WHAT THIS TASK INVOLVES - Scan the material for the word "data" and copy each line where it occurs.
── MATERIAL PROVIDED
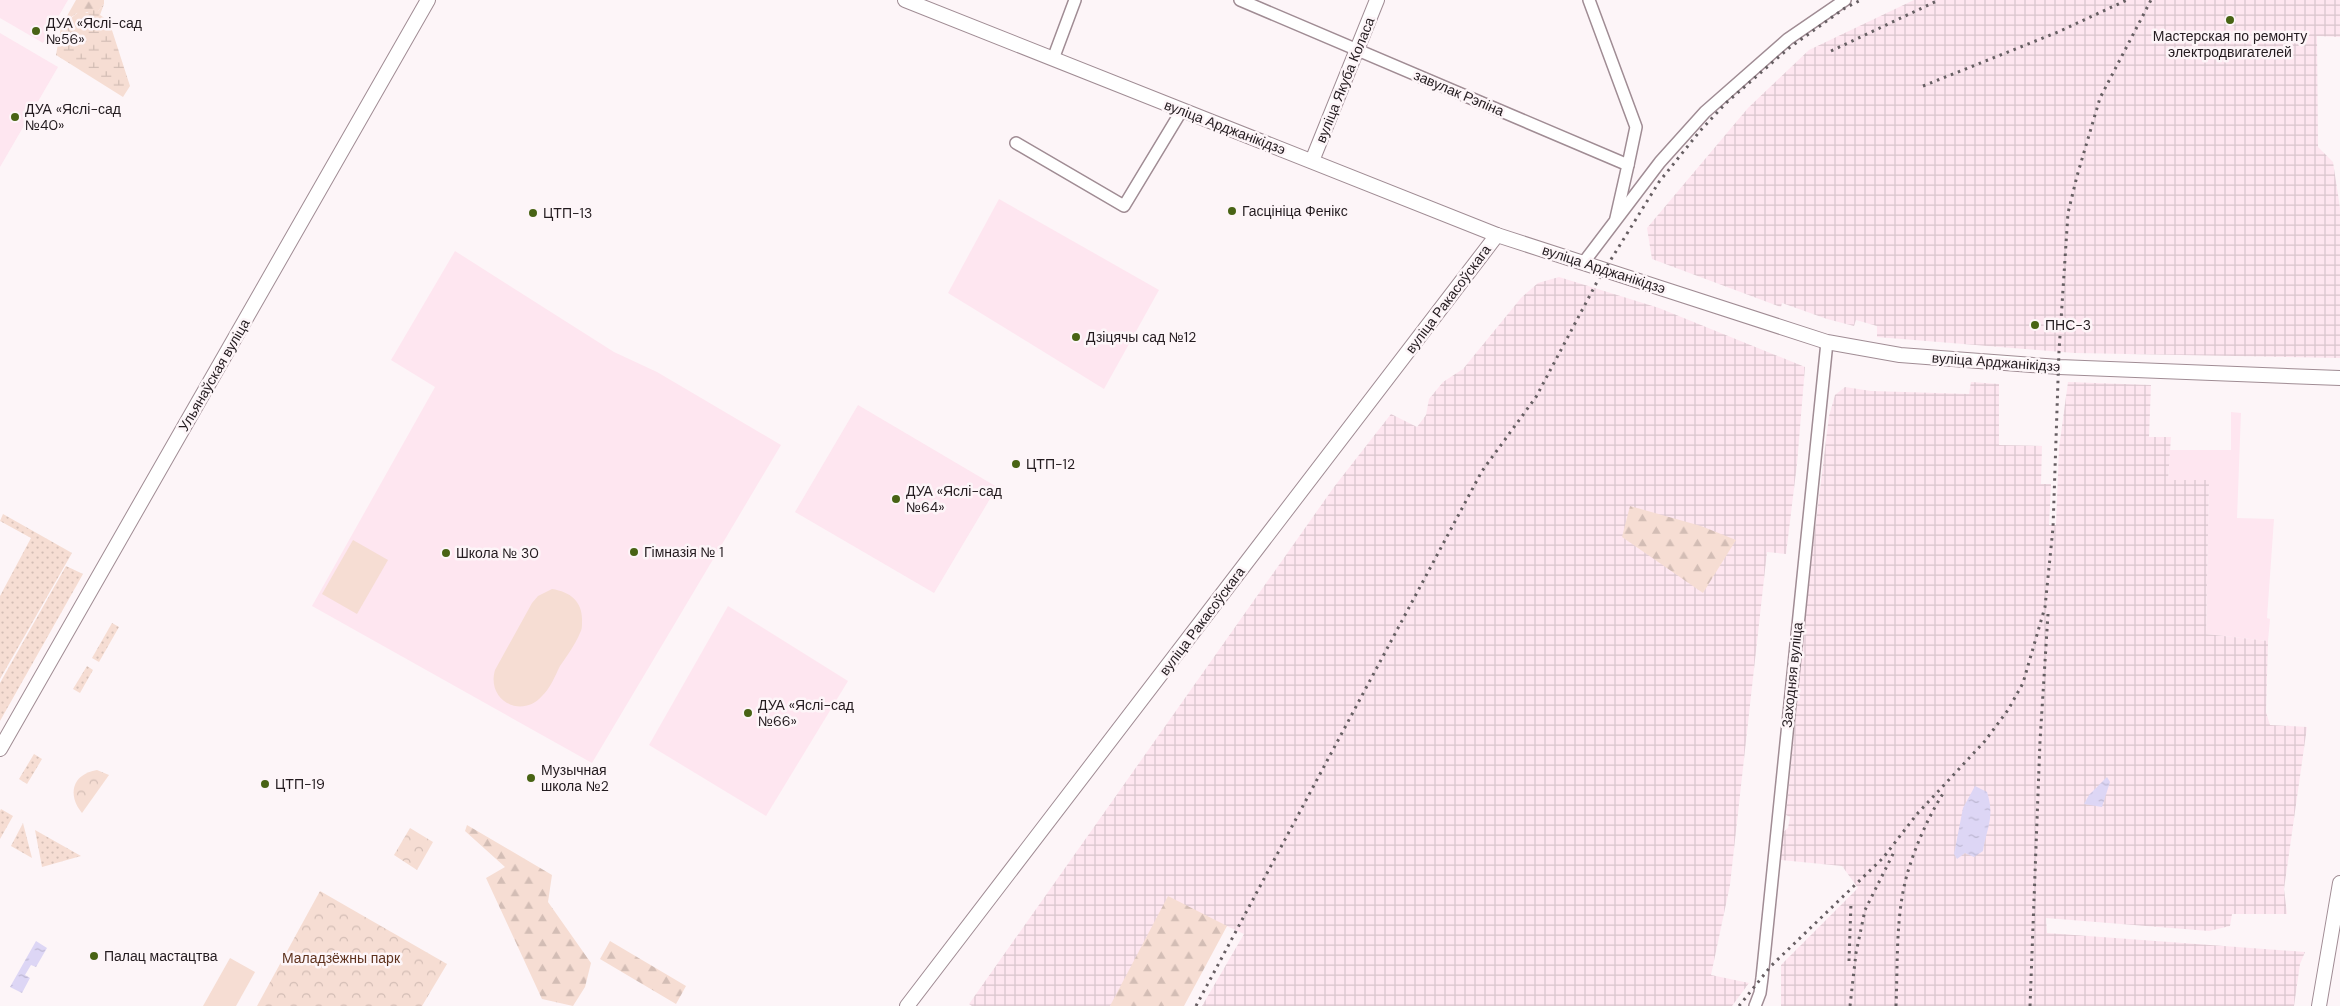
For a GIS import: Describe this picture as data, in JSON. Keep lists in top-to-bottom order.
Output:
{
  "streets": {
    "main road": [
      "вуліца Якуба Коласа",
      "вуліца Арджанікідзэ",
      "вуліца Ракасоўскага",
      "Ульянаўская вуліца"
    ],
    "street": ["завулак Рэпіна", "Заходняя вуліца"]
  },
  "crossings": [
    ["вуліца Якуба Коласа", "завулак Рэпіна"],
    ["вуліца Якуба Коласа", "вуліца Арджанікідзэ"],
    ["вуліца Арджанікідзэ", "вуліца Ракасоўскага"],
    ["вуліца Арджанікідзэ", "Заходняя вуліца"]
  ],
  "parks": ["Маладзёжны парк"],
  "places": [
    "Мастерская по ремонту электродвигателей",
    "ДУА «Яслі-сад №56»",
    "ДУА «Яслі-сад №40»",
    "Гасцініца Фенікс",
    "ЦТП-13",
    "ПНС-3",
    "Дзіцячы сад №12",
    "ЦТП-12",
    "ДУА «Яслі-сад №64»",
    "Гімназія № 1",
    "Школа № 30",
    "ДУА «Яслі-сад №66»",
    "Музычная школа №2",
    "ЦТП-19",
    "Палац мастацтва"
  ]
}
────
── MATERIAL PROVIDED
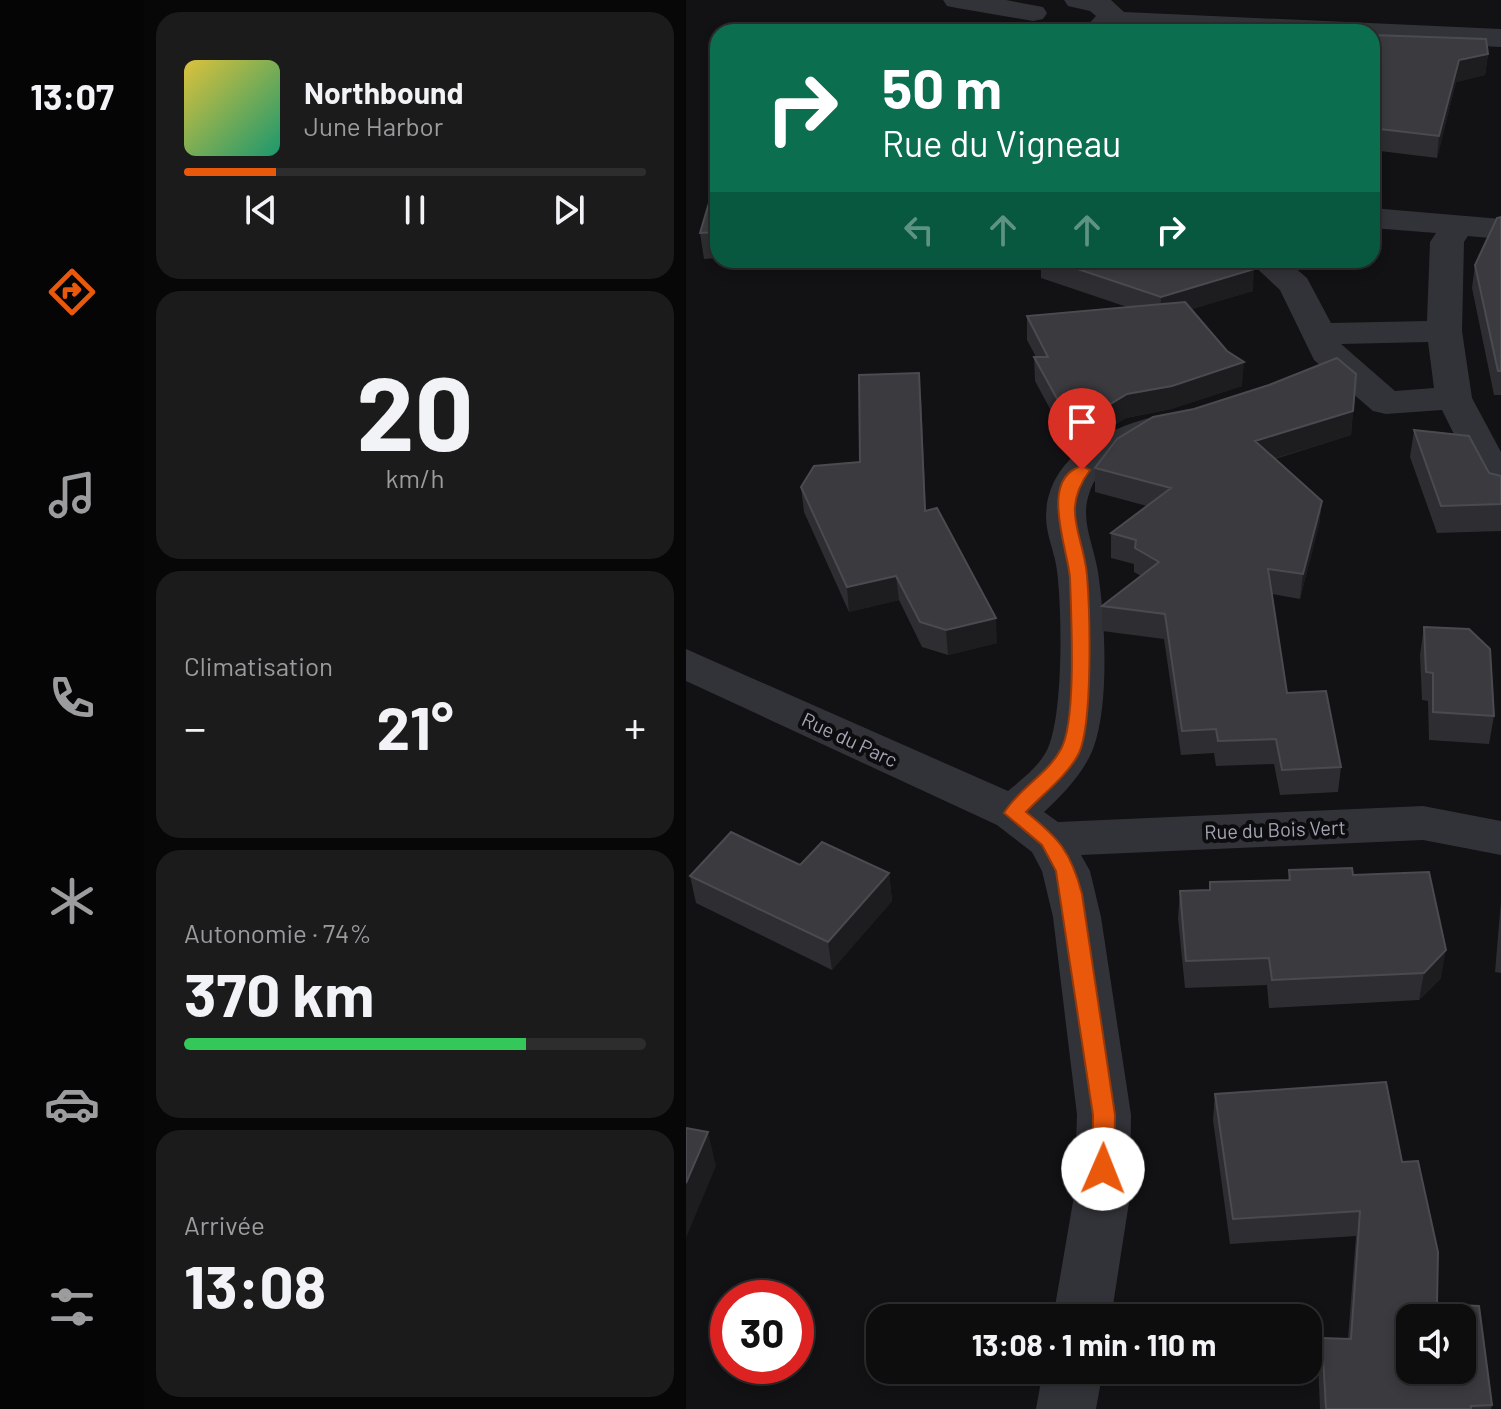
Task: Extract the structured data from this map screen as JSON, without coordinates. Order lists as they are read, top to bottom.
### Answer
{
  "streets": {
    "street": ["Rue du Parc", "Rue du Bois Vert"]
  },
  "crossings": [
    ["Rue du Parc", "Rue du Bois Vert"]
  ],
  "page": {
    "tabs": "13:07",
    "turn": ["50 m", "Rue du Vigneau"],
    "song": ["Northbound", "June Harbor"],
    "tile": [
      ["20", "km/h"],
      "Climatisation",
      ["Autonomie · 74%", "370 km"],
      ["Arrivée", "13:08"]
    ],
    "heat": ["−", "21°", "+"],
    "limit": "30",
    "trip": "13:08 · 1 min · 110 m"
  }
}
────
── MATERIAL PROVIDED
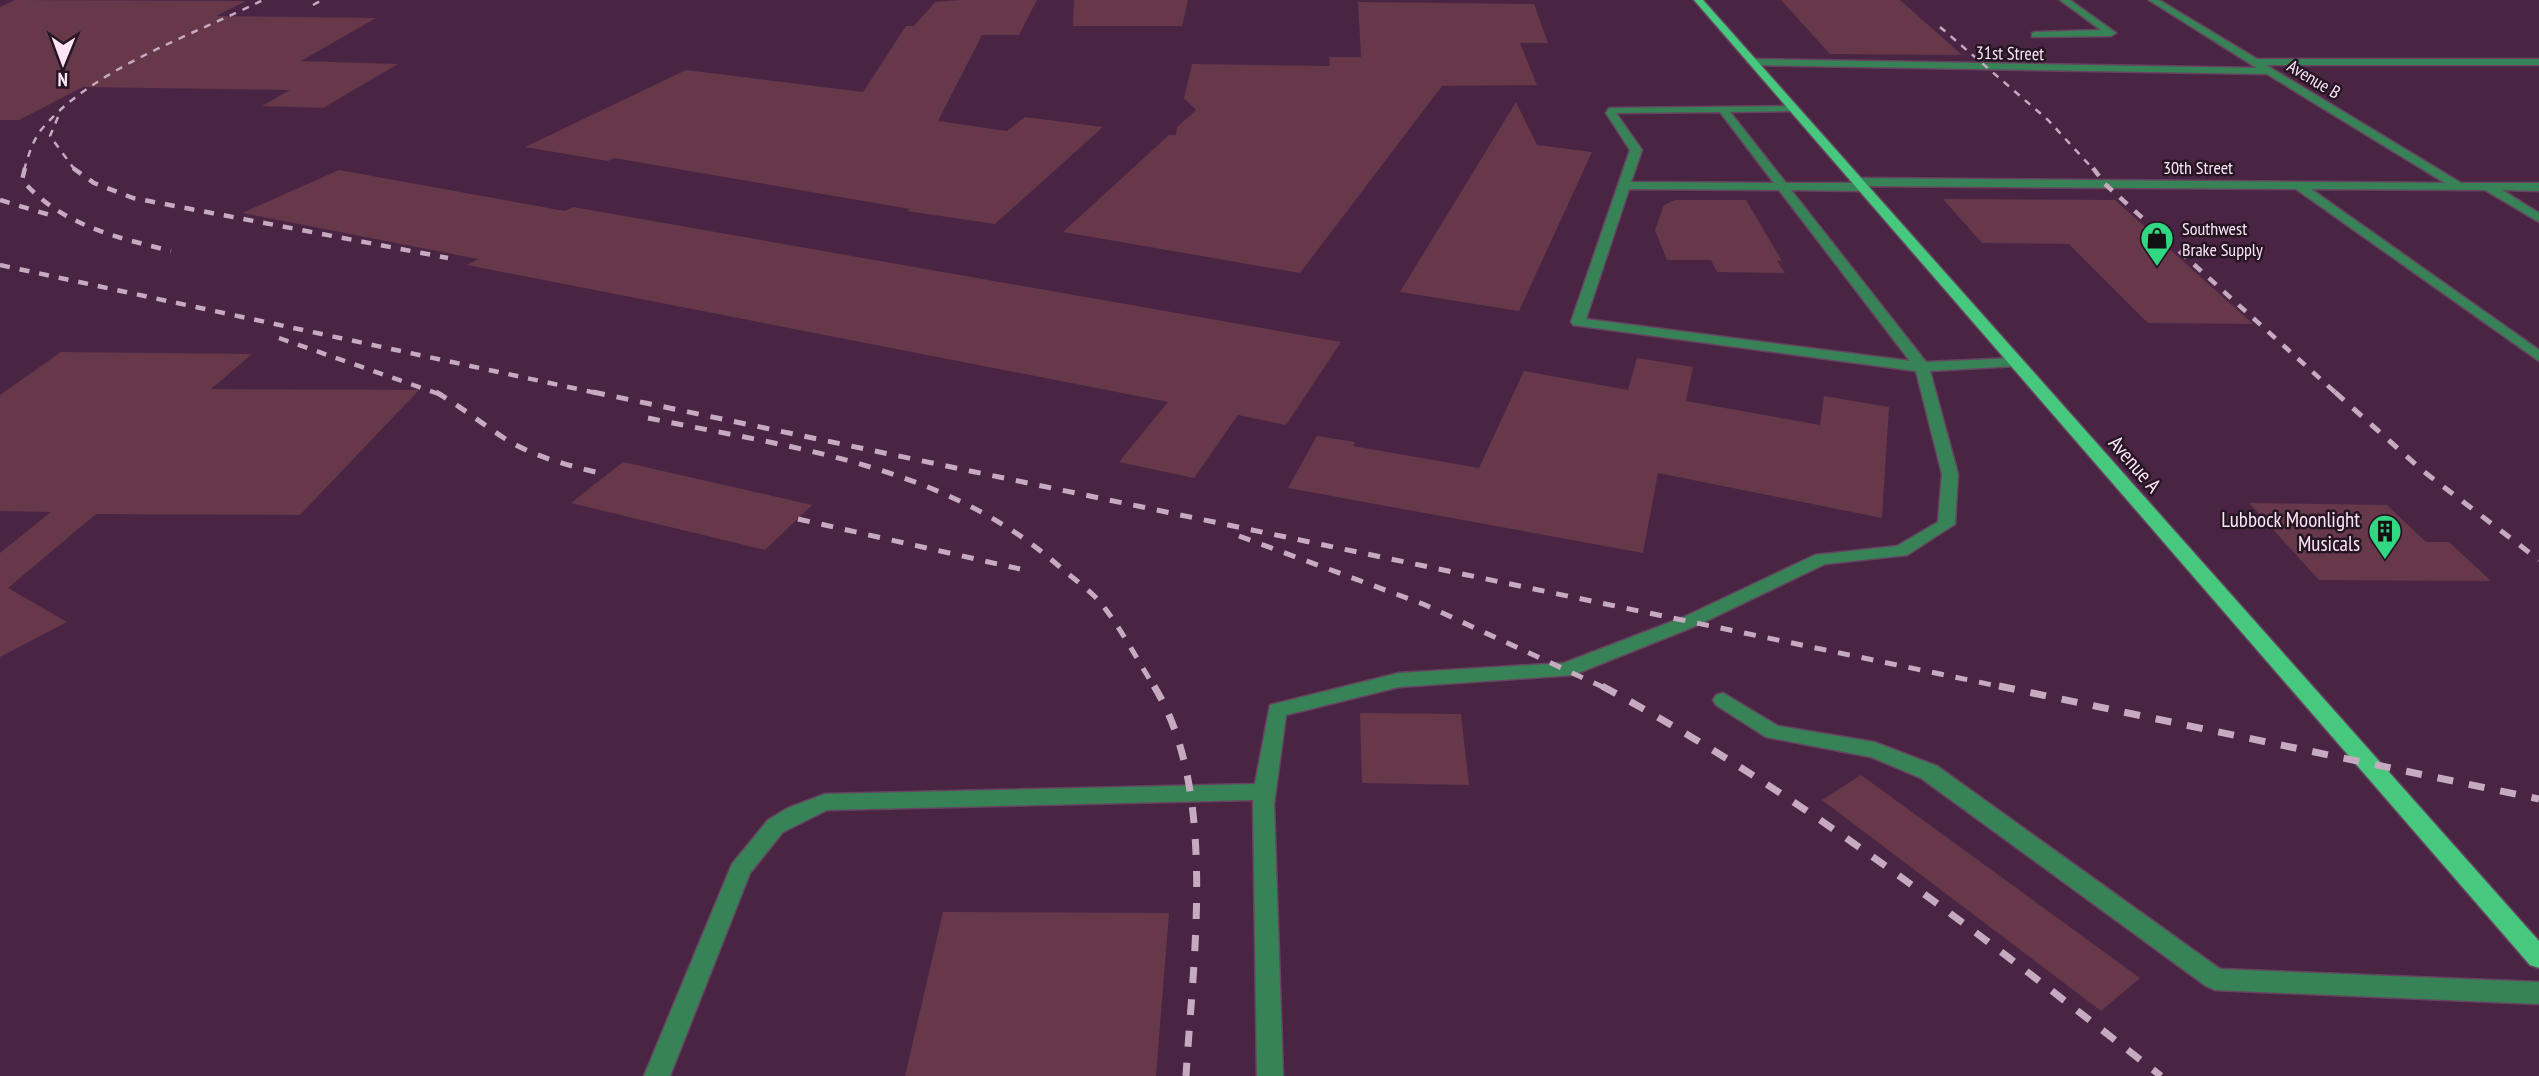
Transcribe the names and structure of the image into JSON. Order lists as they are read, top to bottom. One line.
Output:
────
EXPECTED ANSWER -
For a GIS import: Describe this picture as data, in JSON. Keep lists in top-to-bottom order.
Task: Extract the structured data from this map screen as JSON, without coordinates. Order lists as they are read, top to bottom.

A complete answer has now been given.